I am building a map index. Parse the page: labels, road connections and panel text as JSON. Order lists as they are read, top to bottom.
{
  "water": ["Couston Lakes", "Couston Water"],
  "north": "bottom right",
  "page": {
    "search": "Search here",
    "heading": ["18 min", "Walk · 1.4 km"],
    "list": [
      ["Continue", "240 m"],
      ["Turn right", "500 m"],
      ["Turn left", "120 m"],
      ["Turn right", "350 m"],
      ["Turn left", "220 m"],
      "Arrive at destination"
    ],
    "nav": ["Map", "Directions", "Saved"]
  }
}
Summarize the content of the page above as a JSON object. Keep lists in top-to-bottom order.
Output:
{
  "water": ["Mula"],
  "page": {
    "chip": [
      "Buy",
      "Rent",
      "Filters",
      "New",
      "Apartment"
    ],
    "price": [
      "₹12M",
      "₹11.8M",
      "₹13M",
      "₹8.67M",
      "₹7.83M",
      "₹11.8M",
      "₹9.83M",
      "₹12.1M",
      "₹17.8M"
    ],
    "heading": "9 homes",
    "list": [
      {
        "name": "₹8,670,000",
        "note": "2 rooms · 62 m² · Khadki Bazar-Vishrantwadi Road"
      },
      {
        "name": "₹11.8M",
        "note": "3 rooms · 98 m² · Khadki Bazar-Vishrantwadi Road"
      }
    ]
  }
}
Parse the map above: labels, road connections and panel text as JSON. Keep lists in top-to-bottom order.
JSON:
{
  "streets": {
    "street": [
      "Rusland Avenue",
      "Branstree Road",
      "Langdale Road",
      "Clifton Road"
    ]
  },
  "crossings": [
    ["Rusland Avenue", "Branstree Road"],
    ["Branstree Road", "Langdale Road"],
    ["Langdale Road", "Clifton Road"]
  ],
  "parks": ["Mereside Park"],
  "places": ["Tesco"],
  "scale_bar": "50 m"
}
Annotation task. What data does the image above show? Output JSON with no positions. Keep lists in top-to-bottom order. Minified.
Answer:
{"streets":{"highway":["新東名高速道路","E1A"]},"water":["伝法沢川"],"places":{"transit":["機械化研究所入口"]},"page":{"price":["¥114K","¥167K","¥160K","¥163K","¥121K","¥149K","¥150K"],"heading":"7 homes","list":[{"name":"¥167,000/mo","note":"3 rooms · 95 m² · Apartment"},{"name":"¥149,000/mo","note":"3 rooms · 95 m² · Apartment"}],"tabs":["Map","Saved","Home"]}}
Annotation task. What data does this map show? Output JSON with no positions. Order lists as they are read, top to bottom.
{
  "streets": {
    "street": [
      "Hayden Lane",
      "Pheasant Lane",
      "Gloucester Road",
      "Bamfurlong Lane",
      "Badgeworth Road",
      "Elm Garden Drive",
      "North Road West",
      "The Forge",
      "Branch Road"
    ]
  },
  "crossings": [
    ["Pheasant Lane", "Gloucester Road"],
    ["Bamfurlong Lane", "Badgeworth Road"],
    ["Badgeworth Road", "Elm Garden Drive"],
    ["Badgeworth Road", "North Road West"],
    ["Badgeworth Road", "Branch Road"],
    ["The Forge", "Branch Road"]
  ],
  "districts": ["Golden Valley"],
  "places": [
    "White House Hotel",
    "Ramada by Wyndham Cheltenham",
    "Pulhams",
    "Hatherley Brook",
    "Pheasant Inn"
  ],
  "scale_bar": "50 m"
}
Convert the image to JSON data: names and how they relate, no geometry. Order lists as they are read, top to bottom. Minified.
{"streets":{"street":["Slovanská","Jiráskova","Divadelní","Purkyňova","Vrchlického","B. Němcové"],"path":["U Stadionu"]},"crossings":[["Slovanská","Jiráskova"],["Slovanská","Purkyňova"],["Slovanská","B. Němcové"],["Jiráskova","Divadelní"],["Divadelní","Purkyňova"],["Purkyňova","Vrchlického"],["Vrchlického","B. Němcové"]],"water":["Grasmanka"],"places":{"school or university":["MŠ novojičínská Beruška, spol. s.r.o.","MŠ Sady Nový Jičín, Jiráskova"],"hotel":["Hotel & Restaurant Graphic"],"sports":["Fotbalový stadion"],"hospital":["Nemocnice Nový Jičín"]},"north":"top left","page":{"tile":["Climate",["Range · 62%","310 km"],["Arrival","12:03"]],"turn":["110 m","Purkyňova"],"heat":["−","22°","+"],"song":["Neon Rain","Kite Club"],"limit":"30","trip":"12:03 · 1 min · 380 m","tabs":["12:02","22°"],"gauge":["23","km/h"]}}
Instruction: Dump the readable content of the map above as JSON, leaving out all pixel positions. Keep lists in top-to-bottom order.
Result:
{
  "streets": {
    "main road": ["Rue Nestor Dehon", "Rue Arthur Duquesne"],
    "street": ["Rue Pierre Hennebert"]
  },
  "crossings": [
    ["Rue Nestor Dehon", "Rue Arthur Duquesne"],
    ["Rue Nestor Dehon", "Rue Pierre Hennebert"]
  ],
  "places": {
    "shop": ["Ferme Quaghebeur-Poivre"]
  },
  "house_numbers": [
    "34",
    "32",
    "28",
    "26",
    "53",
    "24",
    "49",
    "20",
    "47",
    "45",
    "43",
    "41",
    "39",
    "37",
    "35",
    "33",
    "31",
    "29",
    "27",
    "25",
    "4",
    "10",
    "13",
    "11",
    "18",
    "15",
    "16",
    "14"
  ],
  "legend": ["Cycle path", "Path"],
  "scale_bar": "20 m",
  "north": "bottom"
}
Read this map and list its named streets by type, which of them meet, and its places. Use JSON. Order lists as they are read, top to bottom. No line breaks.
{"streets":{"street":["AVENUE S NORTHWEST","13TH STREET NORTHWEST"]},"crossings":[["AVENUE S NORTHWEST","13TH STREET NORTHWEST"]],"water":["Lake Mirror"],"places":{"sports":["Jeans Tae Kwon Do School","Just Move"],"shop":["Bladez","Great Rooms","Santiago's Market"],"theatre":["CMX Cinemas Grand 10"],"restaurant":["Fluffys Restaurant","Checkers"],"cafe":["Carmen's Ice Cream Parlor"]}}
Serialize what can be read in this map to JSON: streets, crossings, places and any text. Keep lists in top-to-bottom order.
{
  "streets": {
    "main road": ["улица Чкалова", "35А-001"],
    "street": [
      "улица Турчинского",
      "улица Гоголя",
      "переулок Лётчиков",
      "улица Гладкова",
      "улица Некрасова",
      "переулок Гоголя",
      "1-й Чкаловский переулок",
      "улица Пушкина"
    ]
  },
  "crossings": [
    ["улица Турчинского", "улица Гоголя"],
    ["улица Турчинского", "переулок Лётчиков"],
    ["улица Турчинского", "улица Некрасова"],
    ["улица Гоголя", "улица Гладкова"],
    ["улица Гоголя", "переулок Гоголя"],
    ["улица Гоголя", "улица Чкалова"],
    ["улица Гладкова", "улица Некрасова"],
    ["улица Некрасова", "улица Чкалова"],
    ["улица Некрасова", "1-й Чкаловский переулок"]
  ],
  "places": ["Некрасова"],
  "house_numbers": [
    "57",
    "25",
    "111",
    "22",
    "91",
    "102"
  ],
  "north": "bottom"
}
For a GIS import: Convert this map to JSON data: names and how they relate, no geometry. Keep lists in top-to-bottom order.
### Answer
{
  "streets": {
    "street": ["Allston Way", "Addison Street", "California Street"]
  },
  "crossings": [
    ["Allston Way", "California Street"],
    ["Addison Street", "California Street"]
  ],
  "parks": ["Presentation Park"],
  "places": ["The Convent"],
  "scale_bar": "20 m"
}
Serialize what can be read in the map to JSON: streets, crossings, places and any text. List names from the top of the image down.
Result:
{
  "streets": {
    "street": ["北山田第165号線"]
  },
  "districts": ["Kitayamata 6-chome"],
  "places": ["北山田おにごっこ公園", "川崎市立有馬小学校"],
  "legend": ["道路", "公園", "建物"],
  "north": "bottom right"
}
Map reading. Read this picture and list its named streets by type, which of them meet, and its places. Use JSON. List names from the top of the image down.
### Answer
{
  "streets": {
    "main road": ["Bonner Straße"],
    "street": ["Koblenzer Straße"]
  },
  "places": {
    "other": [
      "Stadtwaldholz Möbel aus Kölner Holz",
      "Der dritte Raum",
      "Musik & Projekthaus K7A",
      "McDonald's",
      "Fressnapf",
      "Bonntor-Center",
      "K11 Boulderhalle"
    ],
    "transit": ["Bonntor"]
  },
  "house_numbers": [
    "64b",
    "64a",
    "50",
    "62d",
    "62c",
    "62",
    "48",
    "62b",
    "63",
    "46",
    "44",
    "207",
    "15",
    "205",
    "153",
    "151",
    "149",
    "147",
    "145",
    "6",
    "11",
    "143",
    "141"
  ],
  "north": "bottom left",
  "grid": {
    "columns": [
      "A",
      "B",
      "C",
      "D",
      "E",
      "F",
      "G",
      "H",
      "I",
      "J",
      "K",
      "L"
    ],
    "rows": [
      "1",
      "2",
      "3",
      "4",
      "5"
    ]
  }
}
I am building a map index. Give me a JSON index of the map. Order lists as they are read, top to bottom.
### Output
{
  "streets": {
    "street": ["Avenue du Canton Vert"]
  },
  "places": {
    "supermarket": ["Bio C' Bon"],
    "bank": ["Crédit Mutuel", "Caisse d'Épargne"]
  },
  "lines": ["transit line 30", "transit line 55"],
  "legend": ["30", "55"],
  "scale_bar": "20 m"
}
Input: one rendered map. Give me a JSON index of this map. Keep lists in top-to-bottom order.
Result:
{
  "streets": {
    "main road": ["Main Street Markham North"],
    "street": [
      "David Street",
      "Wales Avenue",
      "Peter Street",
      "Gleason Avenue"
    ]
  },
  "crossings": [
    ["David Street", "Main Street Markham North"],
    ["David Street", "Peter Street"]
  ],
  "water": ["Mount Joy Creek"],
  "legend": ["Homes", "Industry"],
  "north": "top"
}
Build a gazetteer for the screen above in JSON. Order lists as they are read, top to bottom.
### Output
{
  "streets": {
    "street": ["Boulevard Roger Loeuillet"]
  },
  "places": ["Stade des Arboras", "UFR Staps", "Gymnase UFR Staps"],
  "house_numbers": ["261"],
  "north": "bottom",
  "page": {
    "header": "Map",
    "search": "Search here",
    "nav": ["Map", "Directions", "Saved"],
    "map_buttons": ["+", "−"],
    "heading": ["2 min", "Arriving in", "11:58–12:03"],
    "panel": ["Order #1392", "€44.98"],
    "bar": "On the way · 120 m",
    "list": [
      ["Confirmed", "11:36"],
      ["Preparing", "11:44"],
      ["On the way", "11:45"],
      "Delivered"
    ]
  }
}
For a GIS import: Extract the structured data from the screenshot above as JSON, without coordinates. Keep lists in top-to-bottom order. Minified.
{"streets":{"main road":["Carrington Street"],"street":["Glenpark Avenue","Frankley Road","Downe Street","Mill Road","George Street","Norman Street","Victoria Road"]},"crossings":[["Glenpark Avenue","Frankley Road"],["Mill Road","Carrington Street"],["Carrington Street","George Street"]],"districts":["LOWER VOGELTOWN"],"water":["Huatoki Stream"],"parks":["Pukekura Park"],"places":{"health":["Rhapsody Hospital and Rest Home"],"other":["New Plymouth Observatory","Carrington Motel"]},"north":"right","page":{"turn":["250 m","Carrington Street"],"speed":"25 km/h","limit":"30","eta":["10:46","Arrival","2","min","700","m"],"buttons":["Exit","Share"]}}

===

__HOW TO COMPLETE THIS TASK__
Look through the listing above and copy each line with the word "content" in it.

__SOLUTION__
Summarize the content of the page above as a JSON object. Keep lists in top-to-bottom order.
Instruction: Dump the readable content of the map above as JSON, leaving out all pixel positions. Keep lists in top-to-bottom order.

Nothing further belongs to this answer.